Game 52, May 28: Reds 8, at Cubs 5 (22-30)

Fangraphs

Reminder: Heroes and Goats are determined by WPA scores and are in no way subjective.

THREE HEROES:

  • Superhero: Patrick Wisdom (.321). 2-3, 2HR, BB, 5RBI, 2R, K
  • Hero: Mike Tauchman (.117). 3-4, R
  • Sidekick: Dansby Swanson (.099). 2-4, BB

THREE GOATS:

  • Billy Goat: Jeremiah Estrada (-.273). 3 batters, H, 2 BB
  • Goat: Nico Hoerner (-.183). 0-5, K
  • Kid: Ian Happ (-.134). 0-5, 3K

WPA Play of the Game: Patrick Wisdom batted with runners at the corners with two outs, the Cubs down two in the second. Wisdom hit the first of his two homers and gave the Cubs the lead. (.291)

*Reds Play of the Game: T.J. Friedl also batted with runners at the corners. There were two outs in the fifth inning when he doubled, still, only one run scored. I don’t know if you noticed, but the Reds scored just shy of one million runs with two outs this weekend. (.152)

Poll

Who was the Cubs Player of the Game?

This poll is closed

  • 98%
    Patrick Wisdom
    (106 votes)
  • 1%
    Someone else (leave your suggestion in the comments)
    (2 votes)
108 votes total Vote Now

Yesterday’s Winner: Dansby Swanson (Superhero is 35-16)

Rizzo Award Cumulative Standings: (Top 5/Bottom 5)

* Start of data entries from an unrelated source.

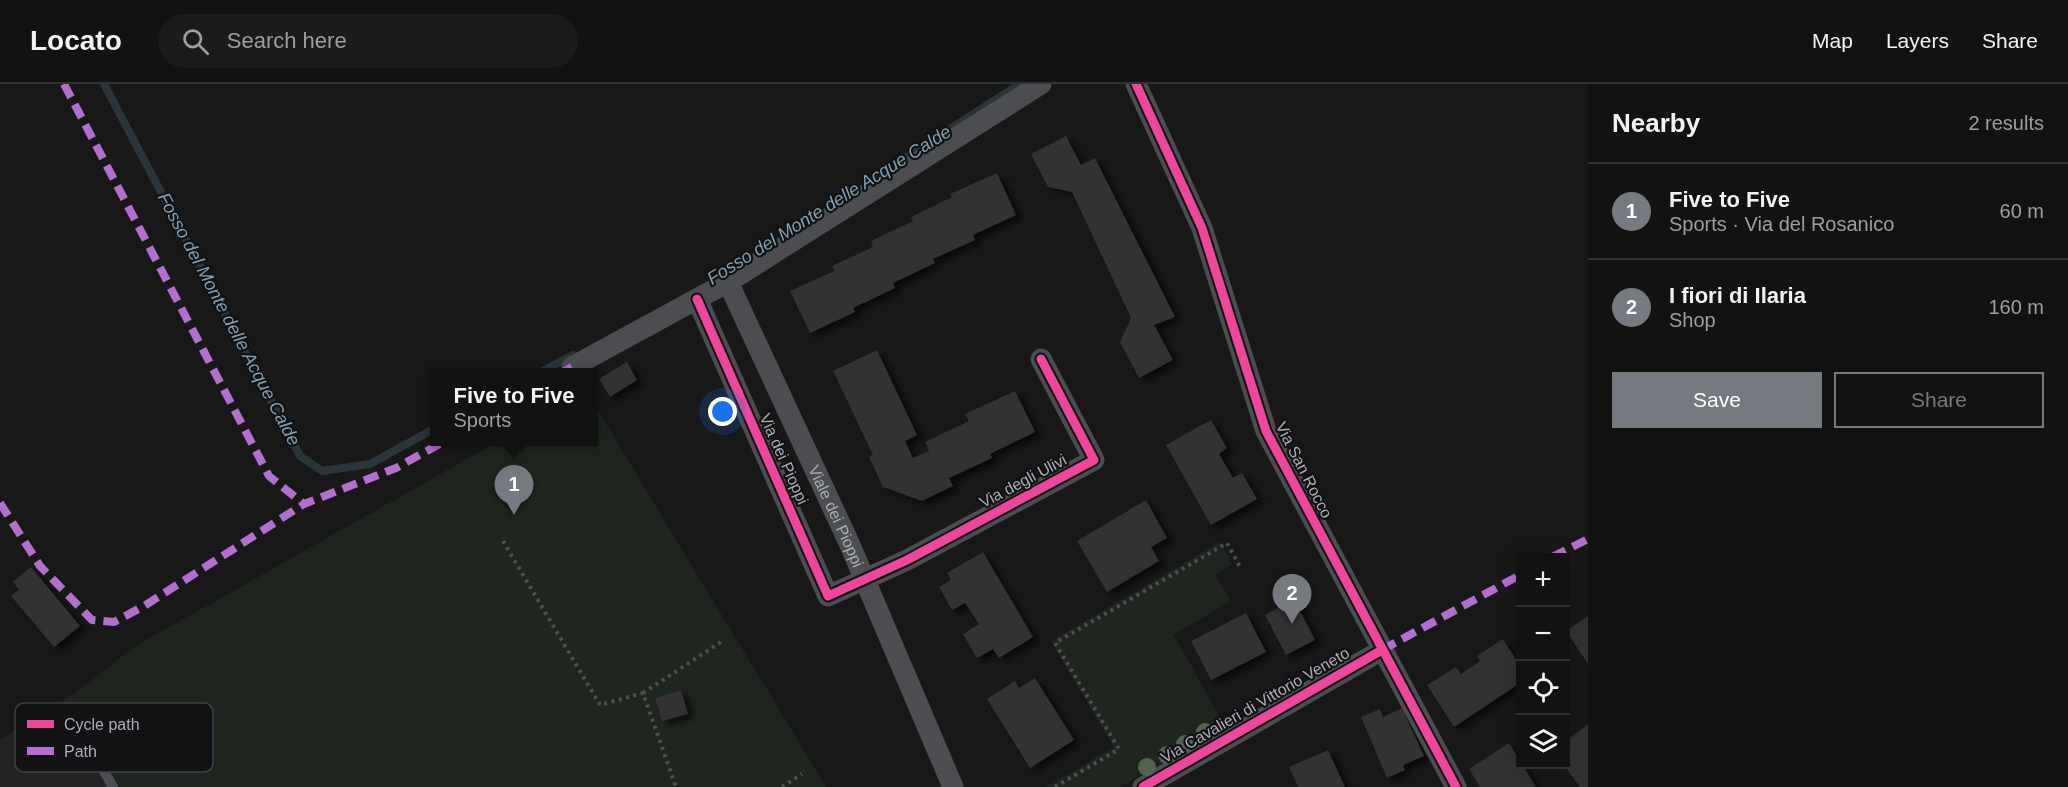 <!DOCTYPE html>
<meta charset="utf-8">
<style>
:root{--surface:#121212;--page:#1b1b1b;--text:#f1f3f6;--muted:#9c9e9f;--line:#313232;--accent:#767a80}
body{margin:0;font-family:Arial,sans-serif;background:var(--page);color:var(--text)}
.controls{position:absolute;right:18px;bottom:18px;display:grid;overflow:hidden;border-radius:0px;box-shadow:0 6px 24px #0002}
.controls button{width:54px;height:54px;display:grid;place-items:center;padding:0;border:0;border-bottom:2px solid var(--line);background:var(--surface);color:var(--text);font:30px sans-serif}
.you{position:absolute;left:723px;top:328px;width:21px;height:21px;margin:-15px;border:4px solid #fff;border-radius:50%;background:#1a73e8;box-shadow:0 0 0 9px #1a73e833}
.badge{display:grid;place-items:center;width:39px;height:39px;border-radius:50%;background:var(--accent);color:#fff;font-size:20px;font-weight:700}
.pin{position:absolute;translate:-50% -50px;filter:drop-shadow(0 2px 3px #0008)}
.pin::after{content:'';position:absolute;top:32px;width:21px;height:18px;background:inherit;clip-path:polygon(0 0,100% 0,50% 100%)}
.popup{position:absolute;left:430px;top:284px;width:168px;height:78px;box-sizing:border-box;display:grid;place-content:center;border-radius:0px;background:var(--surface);filter:drop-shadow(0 2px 4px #0005);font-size:20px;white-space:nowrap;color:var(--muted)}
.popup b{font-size:22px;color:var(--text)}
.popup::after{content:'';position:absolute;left:50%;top:100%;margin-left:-12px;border:12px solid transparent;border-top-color:var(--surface)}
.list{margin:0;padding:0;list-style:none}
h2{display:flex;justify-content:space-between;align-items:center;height:78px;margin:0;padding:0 24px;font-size:26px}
h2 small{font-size:20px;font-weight:400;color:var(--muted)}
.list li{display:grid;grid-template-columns:39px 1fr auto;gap:18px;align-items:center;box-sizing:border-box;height:96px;padding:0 24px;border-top:2px solid var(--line)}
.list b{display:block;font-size:22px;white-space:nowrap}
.list p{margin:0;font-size:20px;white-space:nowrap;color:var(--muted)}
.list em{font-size:20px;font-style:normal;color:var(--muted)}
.actions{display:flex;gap:12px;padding:18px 24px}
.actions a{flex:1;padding:14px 0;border:2px solid var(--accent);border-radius:0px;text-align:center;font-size:21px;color:var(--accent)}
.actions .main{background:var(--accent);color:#fff}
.icon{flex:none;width:33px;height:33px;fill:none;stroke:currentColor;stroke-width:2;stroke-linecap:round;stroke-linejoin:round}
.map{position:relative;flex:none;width:1588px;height:703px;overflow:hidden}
header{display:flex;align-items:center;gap:36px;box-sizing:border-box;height:84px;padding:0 30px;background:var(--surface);border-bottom:2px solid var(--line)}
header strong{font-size:28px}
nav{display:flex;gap:33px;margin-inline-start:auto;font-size:21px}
.search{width:420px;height:54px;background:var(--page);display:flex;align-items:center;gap:15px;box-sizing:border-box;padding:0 21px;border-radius:33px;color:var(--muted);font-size:22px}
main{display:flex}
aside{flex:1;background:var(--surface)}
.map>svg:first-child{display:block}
</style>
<header>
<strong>Locato</strong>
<div class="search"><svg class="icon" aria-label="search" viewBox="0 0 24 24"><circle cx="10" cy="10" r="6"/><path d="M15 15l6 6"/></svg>Search here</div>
<nav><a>Map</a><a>Layers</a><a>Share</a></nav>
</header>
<main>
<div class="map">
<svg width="1588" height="703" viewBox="0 0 1588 703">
<defs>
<filter id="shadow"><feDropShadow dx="6" dy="4" stdDeviation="3" flood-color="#0009"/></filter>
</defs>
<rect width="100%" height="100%" fill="#181818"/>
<path fill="#222224" d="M72,611L123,703H0V656Z"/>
<path fill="#1e251e" d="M594,320L826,703H123L72,611L134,563L497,358H594Z
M1220,458L1232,480L1216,491L1231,517L1174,551L1225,642L1120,703H1046L1114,663L1051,557Z"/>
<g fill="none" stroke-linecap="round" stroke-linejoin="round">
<path stroke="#2b3439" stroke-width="8" d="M104,0L300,372L322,387L370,380L434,345
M875,93L1020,0
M541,288L573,271"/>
</g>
<path fill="#313132" filter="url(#shadow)" d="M1066,52L1081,81L1095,74L1175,233L1154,241L1173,276L1139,294L1120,258L1131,234L1072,108L1048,103L1031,70Z
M997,89L1016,131L973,151L975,156L933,175L935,179L893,199L895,204L853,224L855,228L810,249L790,207L834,187L832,182L873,163L871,157L913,137L911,133L952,113L950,110Z
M877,266L917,351L905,357L913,374L929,367L925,358L969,337L965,330L1015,307L1035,348L990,370L992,374L949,394L953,402L922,417L883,403L869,373L873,371L833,287Z
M627,278L637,296L610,313L599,295Z
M1211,336L1227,364L1219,370L1233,394L1242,389L1257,415L1211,441L1166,361Z
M1146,416L1167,454L1151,463L1159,477L1107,508L1077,457Z
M983,468L1033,553L999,574L993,565L977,574L963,550L979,540L965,519L952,526L939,503L951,496L947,489Z
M31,483L80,542L54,563L11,512L19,506L13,498Z
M1294,515L1315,556L1286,571L1265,531Z
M1246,529L1266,568L1211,596L1191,557Z
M1588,532V580L1566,547Z
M1503,555L1520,582V599L1454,643L1427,601L1456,583L1461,590L1480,577L1477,572Z
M1035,594L1074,656L1030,684L987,615L1015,597L1019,604Z
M681,606L688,630L662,637L655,614Z
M1402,624L1424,672L1403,681L1405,686L1387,694L1361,633L1380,625L1383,633Z
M1588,640V703H1580L1563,680H1566V657Z
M1509,659L1536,703H1480L1469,685Z
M1328,666L1345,703H1298L1289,683Z"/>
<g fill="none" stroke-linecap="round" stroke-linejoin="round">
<path stroke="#4e4f52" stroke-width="4" stroke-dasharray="3 4.5" stroke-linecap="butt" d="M503,457L600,621L643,609L676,703
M643,609L721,558
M782,703L802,690
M1055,703L1119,665L1055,559L1227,459L1240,483"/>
<path stroke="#4c4d51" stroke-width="10" d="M92,666L113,703"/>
<g stroke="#4c4d51" stroke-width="21">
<path d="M1136,0L1202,144L1266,347L1456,703"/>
<path id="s1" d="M728,198L850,461L953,703"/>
<path d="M697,215L828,512L907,476L1094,376L1041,275"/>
<path d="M572,283L728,198L1041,0"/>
<path d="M1143,703L1382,566"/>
</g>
<path stroke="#b36fd0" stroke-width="8" stroke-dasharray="15 8" stroke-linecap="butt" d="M64,0L269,392L304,420
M563,288L572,283
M0,419L40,482L92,536L114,538L144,522L304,420L396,384L443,358
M1552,473L1588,455
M1382,566L1520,491"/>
<defs>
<path id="cycleway" d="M1136,0L1202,144L1266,347L1456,703
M697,215L828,512L907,476L1094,376L1041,275
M1143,703L1382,566"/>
</defs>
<use href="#cycleway" stroke="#121214" stroke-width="13"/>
<use href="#cycleway" stroke="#ed469a" stroke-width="9"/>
</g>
<g fill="#526451">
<circle cx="1205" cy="648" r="9"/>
<circle cx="1185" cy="660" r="9"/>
<circle cx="1167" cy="671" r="9"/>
<circle cx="1147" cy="683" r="9"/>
</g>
<g text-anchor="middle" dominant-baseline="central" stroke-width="4.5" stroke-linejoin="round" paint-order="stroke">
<g font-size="16" fill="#a9afb8" stroke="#121214">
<text transform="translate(784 375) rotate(66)">Via dei Pioppi</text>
<text transform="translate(1304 386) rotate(63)">Via San Rocco</text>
<text transform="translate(1023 397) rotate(-28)">Via degli Ulivi</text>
<text stroke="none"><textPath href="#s1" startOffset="258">Viale dei Pioppi</textPath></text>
<text transform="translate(1255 621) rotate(-30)">Via Cavalieri di Vittorio Veneto</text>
</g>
<g font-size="18" font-style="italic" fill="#81a0b3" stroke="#121214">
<text transform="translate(829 121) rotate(-32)">Fosso del Monte delle Acque Calde</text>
<text transform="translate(229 235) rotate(62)">Fosso del Monte delle Acque Calde</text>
</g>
</g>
<rect x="15" y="619" width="198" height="69" rx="9" fill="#121214" stroke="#3f4145" stroke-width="1.5"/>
<rect x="27" y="636" width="27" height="8" fill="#ed469a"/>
<rect x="27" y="663" width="27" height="8" fill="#b36fd0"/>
<g font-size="16" fill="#a9afb8">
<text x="64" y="646">Cycle path</text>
<text x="64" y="673">Path</text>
</g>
</svg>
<div class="controls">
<button>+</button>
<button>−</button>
<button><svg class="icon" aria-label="locate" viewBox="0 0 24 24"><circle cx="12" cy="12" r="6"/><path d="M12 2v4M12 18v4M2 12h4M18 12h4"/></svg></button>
<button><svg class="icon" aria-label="layers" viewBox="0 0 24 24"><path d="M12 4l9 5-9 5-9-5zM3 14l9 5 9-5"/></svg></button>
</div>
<div class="you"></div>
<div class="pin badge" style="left:514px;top:431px">1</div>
<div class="popup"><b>Five to Five</b>Sports</div>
<div class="pin badge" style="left:1292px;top:540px">2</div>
</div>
<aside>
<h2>Nearby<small>2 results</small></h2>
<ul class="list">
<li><span class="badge">1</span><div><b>Five to Five</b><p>Sports · Via del Rosanico</p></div><em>60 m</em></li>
<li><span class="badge">2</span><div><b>I fiori di Ilaria</b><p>Shop</p></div><em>160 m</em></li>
</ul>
<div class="actions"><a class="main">Save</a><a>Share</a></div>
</aside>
</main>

The award is named for Anthony Rizzo, who finished first in this category three of the first four years it was in existence and four times overall. He also recorded the highest season total ever at +65.5. The point scale is three points for a Superhero down to negative three points for a Billy Goat.

  • Marcus Stroman +13
  • Justin Steele +10
  • Mark Leiter Jr. +9.5
  • Dansby Swanson +7.5
  • 3 players tied with +6
  • Patrick Wisdom -7.5
  • Michael Fulmer/Trey Mancini/Jameson Taillon -10
  • Nico Hoerner -11.5

Up Next: The Cubs open a series with the Tampa Bay Rays. Tampa Bay continues to pace the league with its 39-16 record. Marcus Stroman (4-4, 2.95 in 64 innings) will try to shut down a potent offense. The Rays counter with Taj Bradley (3-1, 4.44 in 24⅓ innings). The 22-year-old righthander will be making just his sixth career start. Last time out, he allowed four runs on nine hits in four innings. He did strike out seven.